A Dra. Alexsandra destaca a importância de discutir o tema:

“Em muitos casos, familiares tentam retirar a autonomia do idoso sem necessidade real, promovem pedidos de interdição para controlar patrimônio ou pressionam a assinatura de procurações, contratos e doações que a pessoa não compreende plenamente. Também é comum que o idoso seja tratado como incapaz apenas em razão da idade”

A estimulação cognitiva pode ajudar a pessoa idosa em casos de violência? 

A estimulação cognitiva é um conjunto de atividades sistematizadas que aprimoram habilidades como memória, funções executivas e a cognição em geral. No caso da metodologia Supera, esse trabalho também envolve o desenvolvimento de habilidades socioemocionais. Com isso, novas sinapses são criadas, tornando o cérebro mais robusto. 

Para a pessoa idosa, a estimulação cognitiva pode ser bastante benéfica, pois, além de melhorar a qualidade de vida no geral, promove autonomia, fazendo com que eles possam decidir e escolher com mais certeza por conta própria.

E no caso da violência? Como pode ajudar?

Para a  Dra. Thais Bento Lima da Silva, gerontóloga formada pela Universidade de São Paulo (USP).

Mestre e Doutora em Ciências com ênfase em Neurologia Cognitiva e do Comportamento, pela Faculdade de Medicina da Universidade de São Paulo, a estimulação cognitiva pode desempenhar um papel relevante na identificação precoce de situações de violência contra a pessoa idosa. 

“Atividades realizadas em grupos, oficinas e programas de estimulação favorecem o contato frequente e novos vínculos sociais estabelecidos entre profissionais e participantes, possibilitando a observação de alterações comportamentais, emocionais e sociais que podem indicar situações de vulnerabilidade. Adicionalmente, estes espaços promovem a interação social, o fortalecimento de vínculos e a expressão de experiências pessoais, criando um ambiente acolhedor no qual a pessoa idosa pode se sentir mais segura para relatar situações de abuso, violência, negligência e/ou abandono”.

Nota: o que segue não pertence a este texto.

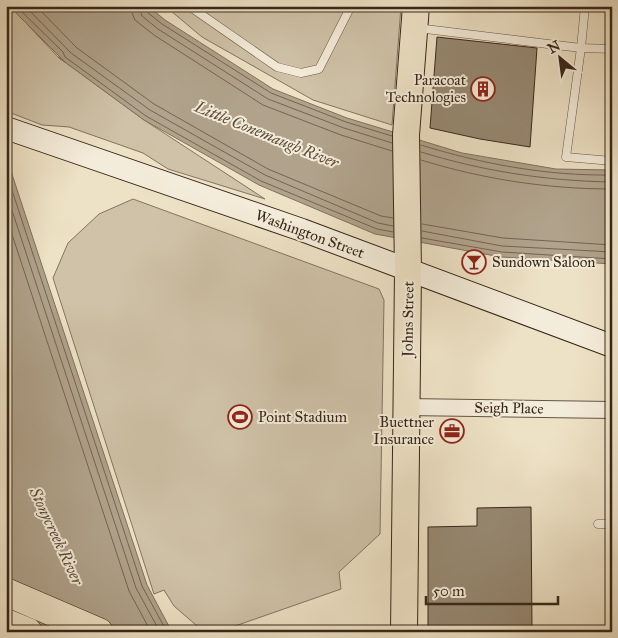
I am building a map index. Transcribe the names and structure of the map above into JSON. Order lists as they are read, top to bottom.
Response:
{
  "streets": {
    "main road": ["Washington Street", "Johns Street"],
    "street": ["Seigh Place"]
  },
  "crossings": [
    ["Washington Street", "Johns Street"],
    ["Johns Street", "Seigh Place"]
  ],
  "water": ["Little Conemaugh River", "Stonycreek River"],
  "places": {
    "building": ["Paracoat Technologies"],
    "bar": ["Sundown Saloon"],
    "sports": ["Point Stadium"],
    "office": ["Buettner Insurance"]
  },
  "scale_bar": "50 m",
  "north": "top left"
}
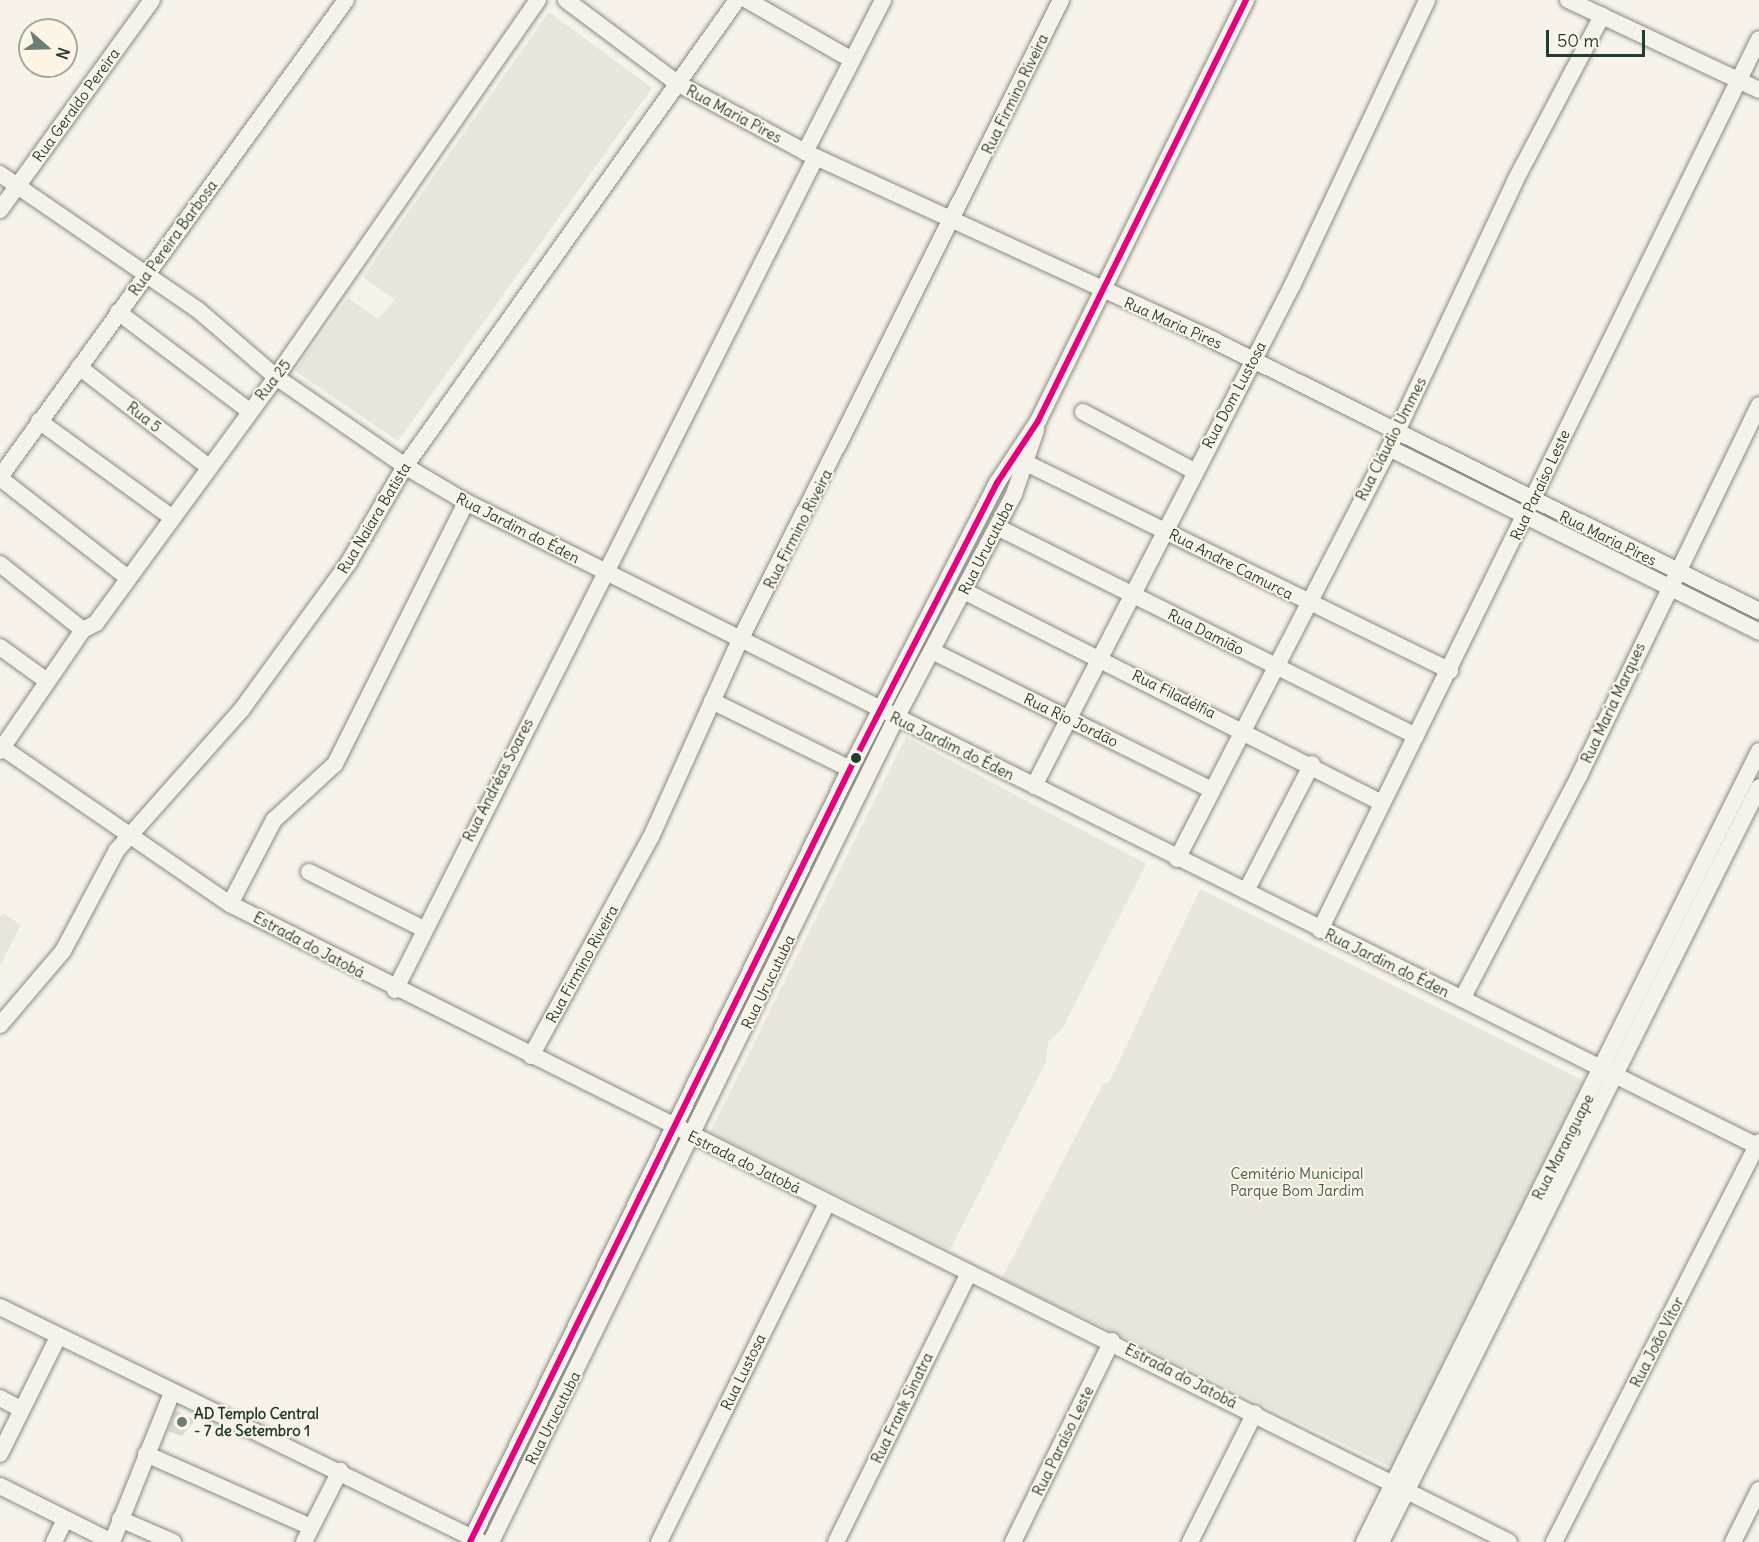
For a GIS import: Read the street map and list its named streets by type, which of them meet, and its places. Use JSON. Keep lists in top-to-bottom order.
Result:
{
  "streets": {
    "street": [
      "Rua Firmino Riveira",
      "Rua Geraldo Pereira",
      "Rua Maria Pires",
      "Rua Pereira Barbosa",
      "Rua 25",
      "Rua Dom Lustosa",
      "Rua 5",
      "Rua Cláudio Ummes",
      "Rua Paraíso Leste",
      "Rua Naiara Batista",
      "Rua Jardim do Éden",
      "Rua Urucutuba",
      "Rua Andre Camurca",
      "Rua Damião",
      "Rua Filadélfia",
      "Rua Maria Marques",
      "Rua Rio Jordão",
      "Rua Andréas Soares",
      "Estrada do Jatobá",
      "Rua Maranguape",
      "Rua João Vítor",
      "Rua Lustosa",
      "Rua Frank Sinatra"
    ]
  },
  "crossings": [
    ["Rua Firmino Riveira", "Rua Maria Pires"],
    ["Rua Firmino Riveira", "Rua Jardim do Éden"],
    ["Rua Firmino Riveira", "Estrada do Jatobá"],
    ["Rua Geraldo Pereira", "Rua Jardim do Éden"],
    ["Rua Maria Pires", "Rua Dom Lustosa"],
    ["Rua Maria Pires", "Rua Cláudio Ummes"],
    ["Rua Maria Pires", "Rua Paraíso Leste"],
    ["Rua Maria Pires", "Rua Naiara Batista"],
    ["Rua Maria Pires", "Rua Urucutuba"],
    ["Rua Maria Pires", "Rua Maria Marques"],
    ["Rua Maria Pires", "Rua Andréas Soares"],
    ["Rua Pereira Barbosa", "Rua 5"],
    ["Rua Pereira Barbosa", "Rua Jardim do Éden"],
    ["Rua 25", "Rua 5"],
    ["Rua 25", "Rua Jardim do Éden"],
    ["Rua 25", "Estrada do Jatobá"],
    ["Rua Dom Lustosa", "Rua Jardim do Éden"],
    ["Rua Dom Lustosa", "Rua Andre Camurca"],
    ["Rua Dom Lustosa", "Rua Damião"],
    ["Rua Dom Lustosa", "Rua Filadélfia"],
    ["Rua Dom Lustosa", "Rua Rio Jordão"],
    ["Rua Cláudio Ummes", "Rua Jardim do Éden"],
    ["Rua Cláudio Ummes", "Rua Andre Camurca"],
    ["Rua Cláudio Ummes", "Rua Damião"],
    ["Rua Cláudio Ummes", "Rua Filadélfia"],
    ["Rua Cláudio Ummes", "Rua Rio Jordão"],
    ["Rua Paraíso Leste", "Rua Jardim do Éden"],
    ["Rua Paraíso Leste", "Rua Andre Camurca"],
    ["Rua Paraíso Leste", "Rua Damião"],
    ["Rua Paraíso Leste", "Rua Filadélfia"],
    ["Rua Paraíso Leste", "Estrada do Jatobá"],
    ["Rua Naiara Batista", "Rua Jardim do Éden"],
    ["Rua Naiara Batista", "Estrada do Jatobá"],
    ["Rua Jardim do Éden", "Rua Urucutuba"],
    ["Rua Jardim do Éden", "Rua Maria Marques"],
    ["Rua Jardim do Éden", "Rua Andréas Soares"],
    ["Rua Jardim do Éden", "Rua Maranguape"],
    ["Rua Jardim do Éden", "Rua João Vítor"],
    ["Rua Urucutuba", "Rua Andre Camurca"],
    ["Rua Urucutuba", "Rua Damião"],
    ["Rua Urucutuba", "Rua Filadélfia"],
    ["Rua Urucutuba", "Rua Rio Jordão"],
    ["Rua Urucutuba", "Estrada do Jatobá"],
    ["Rua Andréas Soares", "Estrada do Jatobá"],
    ["Estrada do Jatobá", "Rua Maranguape"],
    ["Estrada do Jatobá", "Rua Lustosa"],
    ["Estrada do Jatobá", "Rua Frank Sinatra"]
  ],
  "parks": ["Cemitério Municipal Parque Bom Jardim"],
  "places": ["AD Templo Central - 7 de Setembro 1"],
  "scale_bar": "50 m",
  "north": "right"
}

Além disso, a gerontóloga afirma que a participação em atividades cognitivas também contribui para ampliar o conhecimento sobre direitos, autonomia e mecanismos de proteção, favorecendo o reconhecimento de situações de violência e a busca por ajuda profissional e pela notificação do evento nos órgãos responsáveis, como as delegacias da pessoa idosa ou fóruns de direitos das pessoas idosas.